A União Europeia (UE) começou a considerar, nesta terça-feira, uma proposta para proibir substâncias perfluoroalquiladas​ —​ conhecidas como PFAS — a partir de 2026 ou no ano seguinte. Se a ideia avançar, esta poderá ser a mais extensa regulamentação comunitária para a indústria química.

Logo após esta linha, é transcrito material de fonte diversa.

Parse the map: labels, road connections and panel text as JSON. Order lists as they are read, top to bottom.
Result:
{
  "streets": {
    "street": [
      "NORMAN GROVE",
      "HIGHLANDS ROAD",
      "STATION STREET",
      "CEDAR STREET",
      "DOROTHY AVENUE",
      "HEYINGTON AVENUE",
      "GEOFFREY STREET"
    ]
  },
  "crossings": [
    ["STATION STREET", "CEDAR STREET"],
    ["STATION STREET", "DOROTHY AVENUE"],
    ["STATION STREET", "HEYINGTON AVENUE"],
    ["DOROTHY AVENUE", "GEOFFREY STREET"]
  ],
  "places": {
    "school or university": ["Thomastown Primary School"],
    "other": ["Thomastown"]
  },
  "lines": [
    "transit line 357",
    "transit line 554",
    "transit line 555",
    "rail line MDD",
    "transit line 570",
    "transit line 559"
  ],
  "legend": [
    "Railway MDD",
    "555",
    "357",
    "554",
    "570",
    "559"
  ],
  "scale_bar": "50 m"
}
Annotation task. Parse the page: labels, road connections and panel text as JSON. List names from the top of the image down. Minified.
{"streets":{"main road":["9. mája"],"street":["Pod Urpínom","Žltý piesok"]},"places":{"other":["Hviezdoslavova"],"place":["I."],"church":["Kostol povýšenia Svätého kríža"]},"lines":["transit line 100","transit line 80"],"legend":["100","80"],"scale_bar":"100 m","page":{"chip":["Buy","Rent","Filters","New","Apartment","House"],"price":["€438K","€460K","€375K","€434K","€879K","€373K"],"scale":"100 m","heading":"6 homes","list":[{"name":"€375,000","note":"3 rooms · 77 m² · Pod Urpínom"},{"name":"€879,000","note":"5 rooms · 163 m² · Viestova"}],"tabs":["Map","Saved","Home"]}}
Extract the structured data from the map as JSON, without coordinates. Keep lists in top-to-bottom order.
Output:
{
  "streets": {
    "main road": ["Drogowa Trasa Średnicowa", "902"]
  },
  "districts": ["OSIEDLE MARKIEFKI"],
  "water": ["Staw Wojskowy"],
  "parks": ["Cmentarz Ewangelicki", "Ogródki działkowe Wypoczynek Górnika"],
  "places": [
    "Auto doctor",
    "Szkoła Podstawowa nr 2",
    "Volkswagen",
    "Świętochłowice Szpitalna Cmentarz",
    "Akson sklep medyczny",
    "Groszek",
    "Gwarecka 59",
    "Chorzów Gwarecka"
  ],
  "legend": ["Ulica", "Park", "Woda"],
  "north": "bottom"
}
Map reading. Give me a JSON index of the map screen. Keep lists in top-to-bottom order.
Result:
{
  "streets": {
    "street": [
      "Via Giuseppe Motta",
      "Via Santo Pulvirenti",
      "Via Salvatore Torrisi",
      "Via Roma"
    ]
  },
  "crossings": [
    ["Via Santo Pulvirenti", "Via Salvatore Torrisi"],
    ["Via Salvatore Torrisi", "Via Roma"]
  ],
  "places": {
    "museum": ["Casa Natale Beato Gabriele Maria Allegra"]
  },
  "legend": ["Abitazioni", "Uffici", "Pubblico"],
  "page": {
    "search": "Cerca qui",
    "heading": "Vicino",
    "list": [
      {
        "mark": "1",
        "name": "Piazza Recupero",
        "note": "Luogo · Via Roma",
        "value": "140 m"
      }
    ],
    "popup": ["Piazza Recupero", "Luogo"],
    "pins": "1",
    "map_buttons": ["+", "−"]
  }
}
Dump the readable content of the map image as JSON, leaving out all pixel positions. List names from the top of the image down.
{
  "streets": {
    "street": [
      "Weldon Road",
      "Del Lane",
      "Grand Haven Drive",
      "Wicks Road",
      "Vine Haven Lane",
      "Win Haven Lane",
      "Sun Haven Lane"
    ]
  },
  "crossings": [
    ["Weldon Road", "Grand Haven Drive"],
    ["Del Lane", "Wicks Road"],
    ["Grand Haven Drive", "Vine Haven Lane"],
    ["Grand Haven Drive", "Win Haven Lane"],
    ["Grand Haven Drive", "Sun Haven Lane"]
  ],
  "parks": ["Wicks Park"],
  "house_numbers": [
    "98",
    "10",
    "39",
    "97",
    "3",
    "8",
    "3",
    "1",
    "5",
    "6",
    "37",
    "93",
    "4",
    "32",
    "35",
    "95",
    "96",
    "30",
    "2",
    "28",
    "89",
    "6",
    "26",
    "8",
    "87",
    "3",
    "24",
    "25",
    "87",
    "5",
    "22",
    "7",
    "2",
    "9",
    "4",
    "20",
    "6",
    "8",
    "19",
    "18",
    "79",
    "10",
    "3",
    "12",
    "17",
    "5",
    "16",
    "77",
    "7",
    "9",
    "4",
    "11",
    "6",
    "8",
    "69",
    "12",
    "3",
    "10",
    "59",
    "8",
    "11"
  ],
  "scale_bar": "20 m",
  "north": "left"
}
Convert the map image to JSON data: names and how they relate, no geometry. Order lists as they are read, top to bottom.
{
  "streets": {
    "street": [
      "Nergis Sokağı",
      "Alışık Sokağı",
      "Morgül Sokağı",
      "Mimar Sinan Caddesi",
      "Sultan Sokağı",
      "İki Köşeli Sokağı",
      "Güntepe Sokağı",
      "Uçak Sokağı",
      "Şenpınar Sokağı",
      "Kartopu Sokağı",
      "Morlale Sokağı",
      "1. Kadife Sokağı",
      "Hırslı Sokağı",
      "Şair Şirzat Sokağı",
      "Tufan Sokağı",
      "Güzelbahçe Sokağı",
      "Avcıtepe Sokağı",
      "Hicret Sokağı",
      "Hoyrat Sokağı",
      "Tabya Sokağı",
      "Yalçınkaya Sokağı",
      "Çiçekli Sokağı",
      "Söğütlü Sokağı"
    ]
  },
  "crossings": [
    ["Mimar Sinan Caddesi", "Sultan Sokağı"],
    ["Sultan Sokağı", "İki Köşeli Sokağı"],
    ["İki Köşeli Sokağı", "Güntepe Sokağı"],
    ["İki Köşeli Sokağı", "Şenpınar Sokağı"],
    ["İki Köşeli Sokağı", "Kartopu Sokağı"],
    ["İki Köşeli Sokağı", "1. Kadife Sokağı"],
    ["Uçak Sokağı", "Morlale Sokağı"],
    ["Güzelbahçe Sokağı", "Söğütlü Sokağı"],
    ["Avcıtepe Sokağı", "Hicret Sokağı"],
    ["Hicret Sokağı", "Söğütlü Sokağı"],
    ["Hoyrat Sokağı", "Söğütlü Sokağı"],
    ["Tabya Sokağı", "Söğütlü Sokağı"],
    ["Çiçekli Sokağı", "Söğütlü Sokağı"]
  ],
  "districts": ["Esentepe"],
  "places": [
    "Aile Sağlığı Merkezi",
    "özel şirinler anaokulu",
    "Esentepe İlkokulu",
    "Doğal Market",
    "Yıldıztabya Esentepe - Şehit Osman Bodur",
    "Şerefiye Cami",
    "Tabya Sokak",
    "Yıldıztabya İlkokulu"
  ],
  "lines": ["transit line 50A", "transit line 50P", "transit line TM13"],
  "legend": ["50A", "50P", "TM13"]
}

Usadas em inúmeros produtos das embalagens alimentares aos utensílios de cozinha antiaderentes, passando por têxteis, tintas e produtos médicos , as PFAS são informalmente referidas como “produtos químicos eternos”, uma vez que não se degradam com facilidade e, dessa forma, persistem na natureza e acumulam-se nos organismos vivos.

“Podemos encontrar PFAS em pinguins na Antárctida, em ursos polares no Árctico e até mesmo na água da chuva no Tibete”, afirmou Audun Heggelund, responsável da agência norueguesa para o ambiente, numa conferência de imprensa realizada terça-feira em Bruxelas, citada pela agência Reuters.

Estas substâncias persistentes estão associadas não só a riscos ambientais (poluição das águas e dos solos), mas também de saúde humana. A exposição às PFAS, seja por inalação ou por ingestão, tem sido associada a vários problemas de saúde, incluindo o cancro, o colesterol alto e a diminuição da eficácia de vacinas em crianças.

Num comunicado conjunto, citado pela Reuters, a Alemanha, a Dinamarca, a Holanda, a Noruega (país que não faz parte da UE) e a Suécia afirmam que “a proibição reduziria as quantidades de PFAS no ambiente a longo prazo”, tornando “os produtos e processos mais seguros para os seres humanos”.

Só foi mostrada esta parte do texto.